§ **Problem statement**:
Could you filter the data below down to the lines that hold the word "linear"?

§ **Entries supplied**:
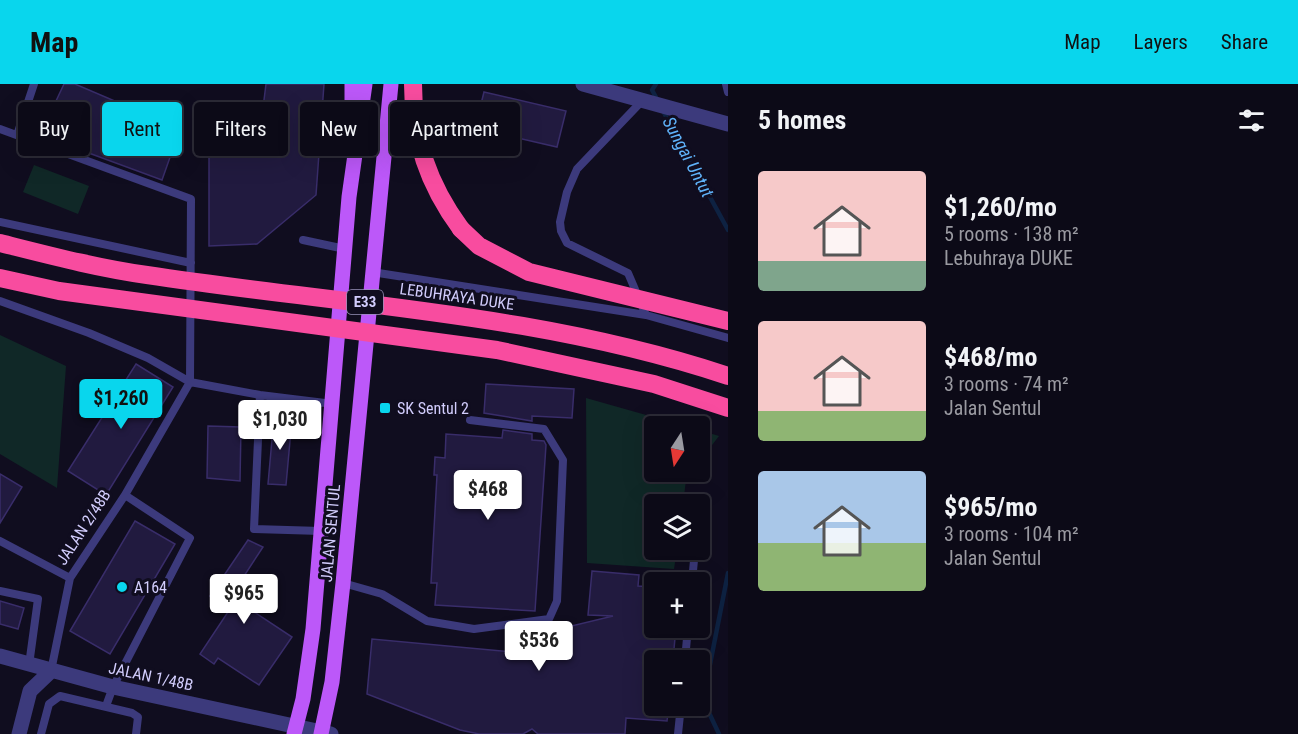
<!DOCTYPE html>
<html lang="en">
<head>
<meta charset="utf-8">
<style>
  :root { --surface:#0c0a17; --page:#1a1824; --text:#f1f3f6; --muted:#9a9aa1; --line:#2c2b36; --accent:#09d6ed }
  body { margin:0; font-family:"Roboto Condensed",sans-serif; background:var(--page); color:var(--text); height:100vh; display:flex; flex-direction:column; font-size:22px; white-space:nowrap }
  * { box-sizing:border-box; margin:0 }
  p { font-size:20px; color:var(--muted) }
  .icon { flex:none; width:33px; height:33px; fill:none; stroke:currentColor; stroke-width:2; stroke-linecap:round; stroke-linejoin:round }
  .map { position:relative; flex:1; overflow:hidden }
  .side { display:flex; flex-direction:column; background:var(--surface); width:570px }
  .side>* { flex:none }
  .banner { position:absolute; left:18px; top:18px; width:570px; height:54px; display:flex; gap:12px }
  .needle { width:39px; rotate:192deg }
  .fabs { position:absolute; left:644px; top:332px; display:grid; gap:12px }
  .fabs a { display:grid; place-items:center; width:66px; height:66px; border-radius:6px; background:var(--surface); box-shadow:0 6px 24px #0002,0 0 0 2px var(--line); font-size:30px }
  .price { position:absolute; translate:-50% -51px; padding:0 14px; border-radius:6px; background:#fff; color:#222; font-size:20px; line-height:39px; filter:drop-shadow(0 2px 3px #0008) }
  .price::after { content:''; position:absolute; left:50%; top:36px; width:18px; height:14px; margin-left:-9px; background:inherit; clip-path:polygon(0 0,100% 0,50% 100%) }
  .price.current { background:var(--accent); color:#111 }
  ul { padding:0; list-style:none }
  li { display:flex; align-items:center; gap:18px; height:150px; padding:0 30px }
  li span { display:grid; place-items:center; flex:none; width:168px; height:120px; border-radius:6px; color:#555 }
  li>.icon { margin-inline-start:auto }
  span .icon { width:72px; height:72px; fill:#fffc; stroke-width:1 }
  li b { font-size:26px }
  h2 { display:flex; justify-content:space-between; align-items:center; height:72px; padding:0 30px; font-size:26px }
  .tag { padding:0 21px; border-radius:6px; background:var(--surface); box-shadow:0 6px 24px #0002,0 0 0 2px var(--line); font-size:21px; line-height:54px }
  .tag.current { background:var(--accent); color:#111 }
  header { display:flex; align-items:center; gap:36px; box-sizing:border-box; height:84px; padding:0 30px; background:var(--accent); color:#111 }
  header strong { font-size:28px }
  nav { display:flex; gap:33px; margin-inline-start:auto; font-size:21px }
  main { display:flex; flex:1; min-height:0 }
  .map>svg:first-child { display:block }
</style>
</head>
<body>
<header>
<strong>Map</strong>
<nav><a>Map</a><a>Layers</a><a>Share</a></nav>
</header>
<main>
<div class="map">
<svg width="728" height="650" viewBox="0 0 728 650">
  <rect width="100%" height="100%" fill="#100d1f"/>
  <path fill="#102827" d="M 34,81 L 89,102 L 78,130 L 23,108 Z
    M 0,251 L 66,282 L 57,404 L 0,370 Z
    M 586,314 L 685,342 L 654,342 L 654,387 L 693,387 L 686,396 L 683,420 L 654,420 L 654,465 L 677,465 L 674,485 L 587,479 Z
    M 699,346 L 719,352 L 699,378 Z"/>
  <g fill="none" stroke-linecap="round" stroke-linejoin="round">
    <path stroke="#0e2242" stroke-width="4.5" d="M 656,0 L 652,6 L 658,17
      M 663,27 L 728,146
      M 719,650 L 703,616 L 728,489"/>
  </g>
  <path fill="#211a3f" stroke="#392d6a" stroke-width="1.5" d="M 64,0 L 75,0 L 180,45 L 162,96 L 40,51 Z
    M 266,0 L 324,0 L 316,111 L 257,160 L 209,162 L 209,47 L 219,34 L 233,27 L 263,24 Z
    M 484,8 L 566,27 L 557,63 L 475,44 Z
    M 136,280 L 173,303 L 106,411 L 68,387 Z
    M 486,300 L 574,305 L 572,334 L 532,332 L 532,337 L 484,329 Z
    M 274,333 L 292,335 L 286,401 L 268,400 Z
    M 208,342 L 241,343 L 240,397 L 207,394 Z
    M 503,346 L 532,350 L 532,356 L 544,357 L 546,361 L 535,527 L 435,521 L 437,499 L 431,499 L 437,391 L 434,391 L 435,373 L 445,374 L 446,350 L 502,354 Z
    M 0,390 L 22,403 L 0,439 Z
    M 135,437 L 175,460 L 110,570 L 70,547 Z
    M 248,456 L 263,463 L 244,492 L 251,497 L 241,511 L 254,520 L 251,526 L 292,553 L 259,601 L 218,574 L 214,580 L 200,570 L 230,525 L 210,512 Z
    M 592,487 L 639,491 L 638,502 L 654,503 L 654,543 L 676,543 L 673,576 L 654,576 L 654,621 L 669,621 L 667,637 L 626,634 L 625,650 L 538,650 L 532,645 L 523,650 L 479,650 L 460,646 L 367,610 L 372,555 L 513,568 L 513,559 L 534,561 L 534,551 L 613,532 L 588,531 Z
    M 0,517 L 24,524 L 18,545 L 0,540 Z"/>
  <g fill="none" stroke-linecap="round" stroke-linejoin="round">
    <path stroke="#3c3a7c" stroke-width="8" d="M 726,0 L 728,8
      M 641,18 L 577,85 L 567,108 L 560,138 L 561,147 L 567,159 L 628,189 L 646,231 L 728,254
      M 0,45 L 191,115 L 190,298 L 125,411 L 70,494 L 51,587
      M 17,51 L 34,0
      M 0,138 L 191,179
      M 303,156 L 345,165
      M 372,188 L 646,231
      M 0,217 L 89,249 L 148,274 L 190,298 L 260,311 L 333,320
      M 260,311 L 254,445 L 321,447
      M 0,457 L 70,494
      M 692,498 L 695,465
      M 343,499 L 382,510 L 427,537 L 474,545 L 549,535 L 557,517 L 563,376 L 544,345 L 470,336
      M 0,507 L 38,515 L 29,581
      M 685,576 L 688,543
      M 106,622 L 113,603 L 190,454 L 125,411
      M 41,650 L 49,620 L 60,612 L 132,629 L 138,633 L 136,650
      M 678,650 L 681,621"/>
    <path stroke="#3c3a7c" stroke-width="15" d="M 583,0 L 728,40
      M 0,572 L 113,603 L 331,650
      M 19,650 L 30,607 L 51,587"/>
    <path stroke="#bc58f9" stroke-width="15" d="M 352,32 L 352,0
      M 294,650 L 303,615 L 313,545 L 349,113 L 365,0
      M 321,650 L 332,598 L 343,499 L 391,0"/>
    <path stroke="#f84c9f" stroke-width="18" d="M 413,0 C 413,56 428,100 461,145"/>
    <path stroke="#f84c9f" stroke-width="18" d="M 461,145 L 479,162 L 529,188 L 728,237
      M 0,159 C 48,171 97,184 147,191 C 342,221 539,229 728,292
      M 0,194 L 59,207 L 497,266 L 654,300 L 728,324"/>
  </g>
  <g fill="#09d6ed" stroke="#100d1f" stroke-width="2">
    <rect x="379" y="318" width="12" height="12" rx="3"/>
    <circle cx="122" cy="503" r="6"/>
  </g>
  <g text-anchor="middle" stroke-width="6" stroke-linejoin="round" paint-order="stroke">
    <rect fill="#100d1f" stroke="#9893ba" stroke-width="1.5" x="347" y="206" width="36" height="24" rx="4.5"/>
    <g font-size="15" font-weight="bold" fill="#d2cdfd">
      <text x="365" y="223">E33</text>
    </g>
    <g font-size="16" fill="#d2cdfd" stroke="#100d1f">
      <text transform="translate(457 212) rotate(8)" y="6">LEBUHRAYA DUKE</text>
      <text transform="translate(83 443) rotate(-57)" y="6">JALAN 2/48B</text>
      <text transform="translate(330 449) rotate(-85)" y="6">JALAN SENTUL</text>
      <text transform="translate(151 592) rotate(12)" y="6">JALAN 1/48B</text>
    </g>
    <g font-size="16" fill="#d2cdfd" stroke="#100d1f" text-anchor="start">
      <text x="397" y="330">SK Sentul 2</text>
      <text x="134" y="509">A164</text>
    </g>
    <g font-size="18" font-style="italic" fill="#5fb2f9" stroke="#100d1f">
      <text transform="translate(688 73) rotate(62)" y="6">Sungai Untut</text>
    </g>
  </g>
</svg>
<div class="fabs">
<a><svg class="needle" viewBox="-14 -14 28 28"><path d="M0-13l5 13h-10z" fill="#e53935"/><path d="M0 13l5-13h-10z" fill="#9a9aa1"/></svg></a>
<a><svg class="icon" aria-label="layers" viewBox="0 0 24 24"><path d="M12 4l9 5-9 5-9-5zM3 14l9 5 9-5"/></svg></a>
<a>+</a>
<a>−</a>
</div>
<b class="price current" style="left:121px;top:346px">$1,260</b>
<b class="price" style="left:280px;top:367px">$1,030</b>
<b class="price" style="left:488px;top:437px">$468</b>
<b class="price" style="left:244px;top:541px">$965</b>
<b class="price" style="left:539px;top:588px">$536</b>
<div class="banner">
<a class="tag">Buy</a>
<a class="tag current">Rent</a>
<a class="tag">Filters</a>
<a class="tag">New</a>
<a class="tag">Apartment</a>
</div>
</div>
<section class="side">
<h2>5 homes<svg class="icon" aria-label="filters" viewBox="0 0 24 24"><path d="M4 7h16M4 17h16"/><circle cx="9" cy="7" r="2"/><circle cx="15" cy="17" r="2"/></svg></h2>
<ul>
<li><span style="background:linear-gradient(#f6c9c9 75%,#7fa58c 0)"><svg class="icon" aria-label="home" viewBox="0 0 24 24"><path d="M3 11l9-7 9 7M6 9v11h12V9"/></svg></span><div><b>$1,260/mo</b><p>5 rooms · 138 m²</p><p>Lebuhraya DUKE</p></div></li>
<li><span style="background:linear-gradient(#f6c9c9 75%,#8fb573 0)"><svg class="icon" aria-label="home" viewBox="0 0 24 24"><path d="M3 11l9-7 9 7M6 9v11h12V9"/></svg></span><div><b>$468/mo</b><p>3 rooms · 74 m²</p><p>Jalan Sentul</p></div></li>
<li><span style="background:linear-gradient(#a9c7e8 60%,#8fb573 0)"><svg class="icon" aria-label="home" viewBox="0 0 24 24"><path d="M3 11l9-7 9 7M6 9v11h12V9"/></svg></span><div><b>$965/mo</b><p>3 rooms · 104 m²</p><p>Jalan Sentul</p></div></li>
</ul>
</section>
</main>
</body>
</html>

§ **Answer to this task**:
<li><span style="background:linear-gradient(#f6c9c9 75%,#7fa58c 0)"><svg class="icon" aria-label="home" viewBox="0 0 24 24"><path d="M3 11l9-7 9 7M6 9v11h12V9"/></svg></span><div><b>$1,260/mo</b><p>5 rooms · 138 m²</p><p>Lebuhraya DUKE</p></div></li>
<li><span style="background:linear-gradient(#f6c9c9 75%,#8fb573 0)"><svg class="icon" aria-label="home" viewBox="0 0 24 24"><path d="M3 11l9-7 9 7M6 9v11h12V9"/></svg></span><div><b>$468/mo</b><p>3 rooms · 74 m²</p><p>Jalan Sentul</p></div></li>
<li><span style="background:linear-gradient(#a9c7e8 60%,#8fb573 0)"><svg class="icon" aria-label="home" viewBox="0 0 24 24"><path d="M3 11l9-7 9 7M6 9v11h12V9"/></svg></span><div><b>$965/mo</b><p>3 rooms · 104 m²</p><p>Jalan Sentul</p></div></li>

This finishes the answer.